Тренер женской команды Котков велел своим подопечным гостиницу не покидать, поскольку «город полон бешеных собак». Так ему было бы легче контролировать шахматисток. Впрочем, в середине Олимпиады проблема тренеров решилась сама собой. У Коткова и у тренера мужской команды Антошина начался коллективный запой, и мы их почти не видели.
В общем, в Буэнос-Айресе я решил: хочу быть нормальным человеком. Хочу ездить на турниры вне зависимости от беременности своей жены и милости Спорткомитета. Не хочу чувствовать постоянный стыд за свою страну. Не хочу, чтобы мой подоходный налог и валюта, которую я должен был сдавать после турниров в Спорткомитет, шли на содержание ГУЛАГа и поддержку террористов по миру. Я решил: возвращаюсь в Москву и начинаем с женой процесс эмиграции.
Кстати о валюте. В последний мой день в Буэнос-Айресе произошел странный случай. Организаторы нас в тот день уже не кормили. Я зашел в банк, чтобы поменять десять долларов, выданные мне в Москве, и потратить полученные песо на знаменитый аргентинский бифштекс.
Купюра, врученная мной клерку, вызвала у того нешуточный интерес. Он удалился с ней и, вернувшись через некоторое время, объяснил мне, что купюра моя вроде бы неплохая. Но на других десятидолларовых купюрах над картинкой американского министерства финансов написано «In God we trust», на моей же — не написано. У меня нашлась другая, религиозная версия десяти долларов, и голодным я не остался. Но до сих пор не пойму — неужели на Скатертном переулке в Москве, где размещался тогда Спорткомитет СССР, рисовали доллары? Трудно поверить, что для меня лично казначейство США отпечатало в одном экземпляре атеистические десять долларов.
Сейчас мне трудно сказать, кто из нас определил, что пора уезжать. Я старше Ани на десять лет и, конечно, был умудреннее жизнью. Но помню, как однажды Аня мне сказала: «Ты не раз излагал, что в СССР жить не следует.
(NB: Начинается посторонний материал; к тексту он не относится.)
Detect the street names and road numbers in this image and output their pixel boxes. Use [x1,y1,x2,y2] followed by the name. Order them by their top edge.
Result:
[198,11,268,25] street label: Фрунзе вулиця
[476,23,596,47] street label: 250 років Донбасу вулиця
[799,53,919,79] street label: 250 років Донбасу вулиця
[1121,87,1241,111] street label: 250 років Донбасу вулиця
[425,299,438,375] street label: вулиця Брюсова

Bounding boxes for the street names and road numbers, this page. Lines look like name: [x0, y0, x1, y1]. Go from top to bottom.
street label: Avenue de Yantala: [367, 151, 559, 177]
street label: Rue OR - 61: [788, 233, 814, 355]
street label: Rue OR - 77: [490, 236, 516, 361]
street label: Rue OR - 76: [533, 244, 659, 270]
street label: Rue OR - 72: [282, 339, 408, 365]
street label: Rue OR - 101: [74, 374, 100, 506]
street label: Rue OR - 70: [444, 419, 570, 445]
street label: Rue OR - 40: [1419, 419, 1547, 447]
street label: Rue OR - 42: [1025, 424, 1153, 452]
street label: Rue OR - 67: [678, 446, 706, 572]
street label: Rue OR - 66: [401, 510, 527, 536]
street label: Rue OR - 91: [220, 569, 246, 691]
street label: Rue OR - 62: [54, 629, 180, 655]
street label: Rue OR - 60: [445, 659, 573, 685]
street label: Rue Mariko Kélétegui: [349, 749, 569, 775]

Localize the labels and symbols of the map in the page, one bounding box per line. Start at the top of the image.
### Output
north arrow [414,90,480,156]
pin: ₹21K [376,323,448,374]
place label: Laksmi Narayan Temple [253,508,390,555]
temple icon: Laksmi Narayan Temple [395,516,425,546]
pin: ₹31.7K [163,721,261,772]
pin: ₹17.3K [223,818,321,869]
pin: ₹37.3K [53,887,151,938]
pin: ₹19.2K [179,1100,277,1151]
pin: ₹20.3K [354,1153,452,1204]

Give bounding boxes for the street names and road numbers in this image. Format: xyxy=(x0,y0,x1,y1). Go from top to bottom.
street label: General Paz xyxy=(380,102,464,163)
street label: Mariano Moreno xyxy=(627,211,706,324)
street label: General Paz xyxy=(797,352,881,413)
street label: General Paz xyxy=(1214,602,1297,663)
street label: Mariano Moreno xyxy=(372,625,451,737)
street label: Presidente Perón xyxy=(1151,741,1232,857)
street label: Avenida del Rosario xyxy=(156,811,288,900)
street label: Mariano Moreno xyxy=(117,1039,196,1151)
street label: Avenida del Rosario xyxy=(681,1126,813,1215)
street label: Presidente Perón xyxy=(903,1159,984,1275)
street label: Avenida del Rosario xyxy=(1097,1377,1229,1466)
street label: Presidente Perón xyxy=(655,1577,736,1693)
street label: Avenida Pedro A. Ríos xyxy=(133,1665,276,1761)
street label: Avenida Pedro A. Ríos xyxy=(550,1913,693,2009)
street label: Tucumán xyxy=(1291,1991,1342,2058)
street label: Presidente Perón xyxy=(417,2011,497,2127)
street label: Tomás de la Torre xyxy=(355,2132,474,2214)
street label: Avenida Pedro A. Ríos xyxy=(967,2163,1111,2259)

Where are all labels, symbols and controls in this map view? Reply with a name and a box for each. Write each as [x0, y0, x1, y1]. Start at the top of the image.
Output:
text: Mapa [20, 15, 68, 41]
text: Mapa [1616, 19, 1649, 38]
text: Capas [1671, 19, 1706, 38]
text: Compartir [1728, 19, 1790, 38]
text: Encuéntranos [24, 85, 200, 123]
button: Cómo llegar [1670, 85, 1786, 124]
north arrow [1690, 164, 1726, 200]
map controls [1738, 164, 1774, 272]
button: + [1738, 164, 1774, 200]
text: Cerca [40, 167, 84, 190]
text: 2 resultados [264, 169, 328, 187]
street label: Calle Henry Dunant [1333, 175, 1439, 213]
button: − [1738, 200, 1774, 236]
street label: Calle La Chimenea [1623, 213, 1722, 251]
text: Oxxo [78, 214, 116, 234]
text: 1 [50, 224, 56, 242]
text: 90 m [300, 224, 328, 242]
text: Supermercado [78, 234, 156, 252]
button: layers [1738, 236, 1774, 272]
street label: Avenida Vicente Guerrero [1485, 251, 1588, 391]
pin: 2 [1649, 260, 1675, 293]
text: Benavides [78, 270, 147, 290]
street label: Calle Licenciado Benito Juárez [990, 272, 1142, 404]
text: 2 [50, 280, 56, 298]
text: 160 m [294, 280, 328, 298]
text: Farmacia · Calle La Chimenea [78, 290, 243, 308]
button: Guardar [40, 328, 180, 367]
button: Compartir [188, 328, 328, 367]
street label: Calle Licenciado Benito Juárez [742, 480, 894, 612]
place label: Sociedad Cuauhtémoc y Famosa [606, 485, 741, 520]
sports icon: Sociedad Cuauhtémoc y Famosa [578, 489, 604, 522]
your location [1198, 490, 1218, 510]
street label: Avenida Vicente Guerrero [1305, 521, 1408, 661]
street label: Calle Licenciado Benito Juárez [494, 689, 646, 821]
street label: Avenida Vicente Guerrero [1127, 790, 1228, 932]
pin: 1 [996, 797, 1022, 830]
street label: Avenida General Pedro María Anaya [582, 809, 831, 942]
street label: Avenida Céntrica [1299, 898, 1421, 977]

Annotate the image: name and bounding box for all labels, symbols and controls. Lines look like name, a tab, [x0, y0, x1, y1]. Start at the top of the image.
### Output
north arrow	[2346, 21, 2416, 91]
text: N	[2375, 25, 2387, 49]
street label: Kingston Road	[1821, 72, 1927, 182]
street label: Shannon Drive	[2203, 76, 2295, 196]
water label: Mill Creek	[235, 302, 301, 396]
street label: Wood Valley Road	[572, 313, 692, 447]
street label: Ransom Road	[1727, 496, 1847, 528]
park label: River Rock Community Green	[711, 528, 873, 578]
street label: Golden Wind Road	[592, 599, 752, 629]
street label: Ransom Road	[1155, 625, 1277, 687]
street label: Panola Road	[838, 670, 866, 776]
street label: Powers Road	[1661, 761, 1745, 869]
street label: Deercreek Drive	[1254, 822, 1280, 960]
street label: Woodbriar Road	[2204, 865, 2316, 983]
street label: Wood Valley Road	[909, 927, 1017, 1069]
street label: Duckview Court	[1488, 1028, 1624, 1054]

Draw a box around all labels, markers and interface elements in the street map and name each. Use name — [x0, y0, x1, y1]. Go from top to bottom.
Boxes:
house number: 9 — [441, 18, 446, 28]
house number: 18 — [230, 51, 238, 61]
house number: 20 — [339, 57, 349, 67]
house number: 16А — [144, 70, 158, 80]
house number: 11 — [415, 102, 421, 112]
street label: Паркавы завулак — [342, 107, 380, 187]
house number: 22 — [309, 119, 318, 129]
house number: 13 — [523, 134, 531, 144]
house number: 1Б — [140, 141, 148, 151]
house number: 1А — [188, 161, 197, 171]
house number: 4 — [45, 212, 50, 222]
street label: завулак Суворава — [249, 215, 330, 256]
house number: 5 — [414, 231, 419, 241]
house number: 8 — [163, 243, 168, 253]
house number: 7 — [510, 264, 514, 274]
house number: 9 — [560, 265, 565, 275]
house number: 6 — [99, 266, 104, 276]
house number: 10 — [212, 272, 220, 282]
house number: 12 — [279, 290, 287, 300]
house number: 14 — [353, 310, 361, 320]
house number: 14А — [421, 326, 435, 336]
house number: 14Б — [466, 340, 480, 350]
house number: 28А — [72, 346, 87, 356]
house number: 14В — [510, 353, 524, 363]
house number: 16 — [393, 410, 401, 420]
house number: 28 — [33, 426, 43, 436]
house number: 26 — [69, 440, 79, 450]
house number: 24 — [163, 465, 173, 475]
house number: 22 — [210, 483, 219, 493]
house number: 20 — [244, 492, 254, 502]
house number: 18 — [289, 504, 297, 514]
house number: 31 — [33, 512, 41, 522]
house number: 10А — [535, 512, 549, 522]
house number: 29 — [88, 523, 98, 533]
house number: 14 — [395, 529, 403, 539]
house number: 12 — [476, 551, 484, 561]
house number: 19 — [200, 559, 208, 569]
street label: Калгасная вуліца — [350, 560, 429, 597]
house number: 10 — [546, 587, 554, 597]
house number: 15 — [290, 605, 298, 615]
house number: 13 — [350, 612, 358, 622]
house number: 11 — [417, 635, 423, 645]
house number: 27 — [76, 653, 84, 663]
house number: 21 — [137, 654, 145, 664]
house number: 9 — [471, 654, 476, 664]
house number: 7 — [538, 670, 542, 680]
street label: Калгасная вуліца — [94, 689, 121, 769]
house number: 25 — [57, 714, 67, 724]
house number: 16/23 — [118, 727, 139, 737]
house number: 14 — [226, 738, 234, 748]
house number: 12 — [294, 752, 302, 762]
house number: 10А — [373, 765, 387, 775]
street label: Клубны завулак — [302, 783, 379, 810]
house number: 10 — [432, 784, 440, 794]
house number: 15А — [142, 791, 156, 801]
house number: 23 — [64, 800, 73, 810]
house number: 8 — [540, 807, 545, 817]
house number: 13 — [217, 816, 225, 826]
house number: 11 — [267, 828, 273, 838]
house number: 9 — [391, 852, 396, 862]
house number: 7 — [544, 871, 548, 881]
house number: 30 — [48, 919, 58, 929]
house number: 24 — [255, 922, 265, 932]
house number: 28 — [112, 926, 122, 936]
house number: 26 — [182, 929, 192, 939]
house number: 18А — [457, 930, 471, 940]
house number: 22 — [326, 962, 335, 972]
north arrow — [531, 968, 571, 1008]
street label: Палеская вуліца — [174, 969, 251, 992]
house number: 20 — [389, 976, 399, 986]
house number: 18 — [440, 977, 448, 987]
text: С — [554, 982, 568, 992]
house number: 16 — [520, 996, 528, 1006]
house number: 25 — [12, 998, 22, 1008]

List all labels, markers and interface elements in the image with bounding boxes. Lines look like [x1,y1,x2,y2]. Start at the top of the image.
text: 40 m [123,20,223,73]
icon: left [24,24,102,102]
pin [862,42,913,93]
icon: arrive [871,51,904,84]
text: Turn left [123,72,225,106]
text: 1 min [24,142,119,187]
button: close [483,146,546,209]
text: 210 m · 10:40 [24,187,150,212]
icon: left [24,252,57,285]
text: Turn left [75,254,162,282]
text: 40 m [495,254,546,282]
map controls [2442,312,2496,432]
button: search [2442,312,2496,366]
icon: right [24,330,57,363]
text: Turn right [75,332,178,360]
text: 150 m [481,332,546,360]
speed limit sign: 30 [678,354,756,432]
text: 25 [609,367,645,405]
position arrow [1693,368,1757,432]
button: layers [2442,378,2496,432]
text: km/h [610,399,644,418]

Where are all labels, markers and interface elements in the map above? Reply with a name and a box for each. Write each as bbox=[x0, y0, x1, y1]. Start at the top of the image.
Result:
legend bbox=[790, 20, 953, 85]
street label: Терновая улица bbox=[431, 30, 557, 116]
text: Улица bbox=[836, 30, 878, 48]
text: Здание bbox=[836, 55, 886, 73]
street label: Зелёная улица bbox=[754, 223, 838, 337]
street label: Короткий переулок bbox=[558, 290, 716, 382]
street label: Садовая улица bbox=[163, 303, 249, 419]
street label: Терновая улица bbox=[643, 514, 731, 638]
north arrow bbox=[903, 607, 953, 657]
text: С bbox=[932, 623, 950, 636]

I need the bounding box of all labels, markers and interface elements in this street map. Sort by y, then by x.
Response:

Так, когда же мы будем подавать документы на эмиграцию?» Одно дело понимать, другое дело сказать: «Момент пришел».
Когда я вернулся с Олимпиады, мы заказали приглашение из Израиля от мифических родственников — необходимая в те времена процедура. Первого мая вызов пришел, и пятнадцатого мая 1979 года, в годовщину дня провозглашения независимости государства Израиль, мы подали документы в ОВИР Ждановского района Москвы с прошением отпустить нас в Израиль. Начался удивительный период нашей жизни — семь лет борьбы за выезд.